What to do? Where to go? In 1785, the British philosopher Jeremy Bentham began working on his famous “Panopticon”—a radial prison in which a central “inspector” could see all the prisoners, but they could never see him. In the computer age, we now have not merely panopticon buildings, but panopticon societies, like modern London, with its wall-to-wall CCTV cameras. Soon perhaps, excepting a few redoubts such as Waziristan and the livelier precincts of the Horn of Africa, we will have a panopticon planet.
Yet high-tech statism still needs an overarching narrative. The “security state” is a tough sell: if you tell people the government is compiling data on them for national security purposes, the left instinctively recoils. But, if you explain that you’re doing it to save the planet by monitoring carbon footprints and emissions compliance and mandatory recycling, starry-eyed coeds across the land will twitter their approval, and the middle-class masochists of the developed world will whimper in orgasmic ecstasy as you tighten the screws, pausing only to demand that you do it to them harder and faster. Consider a recent British plan for each citizen to be given an official travel allowance.94 If you take one flight a year, you’ll pay just the standard amount of tax on the journey. But, if you travel more frequently, if you take a second or third flight, you’ll be subject to additional levies—all in the interest of saving the planet for Al Gore’s polar bear documentaries and his county-sized carbon footprint. The Soviets restricted freedom of movement through the bureaucratic apparatus of “exit visas.” The British favor the bureaucratic apparatus of exit taxes: the movement’s still free; it’s just that there’ll be a government processing fee of £412.95. And, in a revealing glimpse of the universal belief in enviro-statism, this proposal came not from the Labour Party but from the allegedly Conservative Party. At their Monday night poker game in hell, I’ll bet Stalin, Hitler, and Mao are kicking themselves: “‘It’s about leaving a better planet to our children?’ Why didn’t I think of that?”
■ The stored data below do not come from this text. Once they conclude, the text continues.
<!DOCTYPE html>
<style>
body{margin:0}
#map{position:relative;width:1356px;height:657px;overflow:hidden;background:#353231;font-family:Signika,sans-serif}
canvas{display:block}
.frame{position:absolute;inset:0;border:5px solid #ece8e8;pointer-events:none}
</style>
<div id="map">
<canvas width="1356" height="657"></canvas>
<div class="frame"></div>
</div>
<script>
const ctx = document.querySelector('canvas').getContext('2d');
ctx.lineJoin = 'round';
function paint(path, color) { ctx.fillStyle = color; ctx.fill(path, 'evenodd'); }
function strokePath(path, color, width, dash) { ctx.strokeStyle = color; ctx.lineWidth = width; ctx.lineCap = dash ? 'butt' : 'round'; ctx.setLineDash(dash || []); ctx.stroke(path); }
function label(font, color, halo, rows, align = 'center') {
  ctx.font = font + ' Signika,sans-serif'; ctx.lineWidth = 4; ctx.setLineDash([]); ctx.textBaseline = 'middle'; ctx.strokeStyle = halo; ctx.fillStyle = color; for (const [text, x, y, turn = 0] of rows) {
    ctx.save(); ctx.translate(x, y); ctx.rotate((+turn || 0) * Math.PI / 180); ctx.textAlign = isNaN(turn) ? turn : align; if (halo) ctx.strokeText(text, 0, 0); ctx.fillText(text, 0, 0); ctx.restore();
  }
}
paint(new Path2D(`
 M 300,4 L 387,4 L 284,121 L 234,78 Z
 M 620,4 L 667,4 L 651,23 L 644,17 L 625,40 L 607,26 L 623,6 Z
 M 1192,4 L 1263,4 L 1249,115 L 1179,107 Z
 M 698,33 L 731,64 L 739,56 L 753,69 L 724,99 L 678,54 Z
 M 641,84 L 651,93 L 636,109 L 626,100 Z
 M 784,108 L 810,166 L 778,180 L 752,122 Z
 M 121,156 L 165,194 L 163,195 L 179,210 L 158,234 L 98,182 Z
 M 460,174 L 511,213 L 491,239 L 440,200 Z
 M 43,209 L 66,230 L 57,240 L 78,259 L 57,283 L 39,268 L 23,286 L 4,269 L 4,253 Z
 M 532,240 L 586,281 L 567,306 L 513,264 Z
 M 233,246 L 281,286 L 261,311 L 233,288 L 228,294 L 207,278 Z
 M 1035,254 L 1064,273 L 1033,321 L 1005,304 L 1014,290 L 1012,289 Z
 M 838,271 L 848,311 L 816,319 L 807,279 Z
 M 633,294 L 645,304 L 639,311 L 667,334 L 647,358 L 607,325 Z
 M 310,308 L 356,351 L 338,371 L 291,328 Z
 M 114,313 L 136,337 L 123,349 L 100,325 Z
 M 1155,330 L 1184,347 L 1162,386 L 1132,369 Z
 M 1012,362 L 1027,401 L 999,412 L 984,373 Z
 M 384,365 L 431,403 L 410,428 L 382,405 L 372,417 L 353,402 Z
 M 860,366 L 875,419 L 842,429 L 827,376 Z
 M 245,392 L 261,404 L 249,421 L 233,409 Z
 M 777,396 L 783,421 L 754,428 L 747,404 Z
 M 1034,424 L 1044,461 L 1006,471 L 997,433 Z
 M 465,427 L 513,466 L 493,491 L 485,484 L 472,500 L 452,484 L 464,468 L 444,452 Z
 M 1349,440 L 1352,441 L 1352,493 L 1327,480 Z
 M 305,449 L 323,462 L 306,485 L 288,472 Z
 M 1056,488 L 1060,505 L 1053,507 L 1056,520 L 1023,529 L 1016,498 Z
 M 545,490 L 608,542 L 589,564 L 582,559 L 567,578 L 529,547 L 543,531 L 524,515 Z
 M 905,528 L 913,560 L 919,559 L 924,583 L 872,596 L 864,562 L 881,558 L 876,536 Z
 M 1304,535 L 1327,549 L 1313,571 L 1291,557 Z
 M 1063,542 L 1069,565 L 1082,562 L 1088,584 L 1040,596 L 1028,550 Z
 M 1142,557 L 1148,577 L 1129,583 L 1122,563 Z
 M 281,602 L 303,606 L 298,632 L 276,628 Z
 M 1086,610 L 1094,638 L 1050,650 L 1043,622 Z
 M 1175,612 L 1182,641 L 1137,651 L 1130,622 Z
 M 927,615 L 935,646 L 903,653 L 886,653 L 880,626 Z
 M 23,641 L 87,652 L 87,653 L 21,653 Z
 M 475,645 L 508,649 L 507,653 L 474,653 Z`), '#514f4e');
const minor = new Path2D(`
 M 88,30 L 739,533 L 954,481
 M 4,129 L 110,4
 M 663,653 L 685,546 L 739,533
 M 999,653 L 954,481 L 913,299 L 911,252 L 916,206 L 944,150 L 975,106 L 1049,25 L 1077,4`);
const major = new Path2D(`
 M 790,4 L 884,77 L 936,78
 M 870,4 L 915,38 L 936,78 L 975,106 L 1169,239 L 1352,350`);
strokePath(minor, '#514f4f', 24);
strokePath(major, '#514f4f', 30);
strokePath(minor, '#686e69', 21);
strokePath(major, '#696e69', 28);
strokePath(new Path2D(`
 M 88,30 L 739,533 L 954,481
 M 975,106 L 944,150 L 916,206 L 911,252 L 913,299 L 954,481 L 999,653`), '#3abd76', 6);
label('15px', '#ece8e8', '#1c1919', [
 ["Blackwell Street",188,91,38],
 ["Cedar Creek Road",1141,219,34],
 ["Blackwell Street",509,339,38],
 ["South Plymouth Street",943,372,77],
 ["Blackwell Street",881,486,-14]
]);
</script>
You remember how President Bush used to talk about illegal immigration—about how we needed to help all those undocumented people “living in the shadows”? Doesn’t that sound kinda nice—and restful? Living in the shadows, no government agencies harassing you for taxes and numbers and paperwork. By comparison, those of us in the blazing klieg lights of the nanny state are shadowed everywhere we go: government numbers for this, government cards for that, a life of barcodes and retinal scans, the TSA Obergropinführers at the airport…. You’d almost think that, compared to the 15 or 30 or however many million fine upstanding members of the Undocumented-American community are out there, the 300 or so million in the overdocumented segment of the population get a lousy deal.
Incidentally, over half the illegal population supposedly came to America after September 11, 2001.95 That’s to say, they broke into a country on Code Orange alert. Odd that. Even under the panoptic surveillance of the “security state,” certain identity groups seem to be indulged by Big Government. In California one notices that the same regulatory leviathan that thinks nothing of sending in the heavies if a hardware store is offering complimentary coffee to its customers seems somewhat shyer of enforcing its bazillions of building code/food prep/environmental/health and safety rules against ad hoc mobile kitchens serving piping hot Mexican dishes up and down the highway. Park your van, get out the plastic chairs, pull out a tarp for a bit of shade, and start selling. All those county kitchen inspectors and food-prep permit issuers? Not a problem. Victor Davis Hanson, a tire-less bicycler round the Golden State’s Central Valley, notices the ever proliferating slicks of fat and lard emptied out on the road by such mobile restaurants, as do the crows and squirrels who love lapping them up.96 In the Panopticon State, the Shadowlands are thriving: a state that presumes to tax and license Joe Schmoe for using the table in the corner of his basement as a home office apparently doesn’t spot the half-dozen additional dwellings that sprout in José Schmoe’s yard out on the edge of town. Do-it-yourself wiring stretches from bungalow to lean-to trailer to RV to rusting pick-up on bricks, as five, six, eight, twelve different housing units pitch up on one lot. The more Undocumented America secedes from the hyper-regulatory state, the more frenziedly Big Nanny documents you and yours.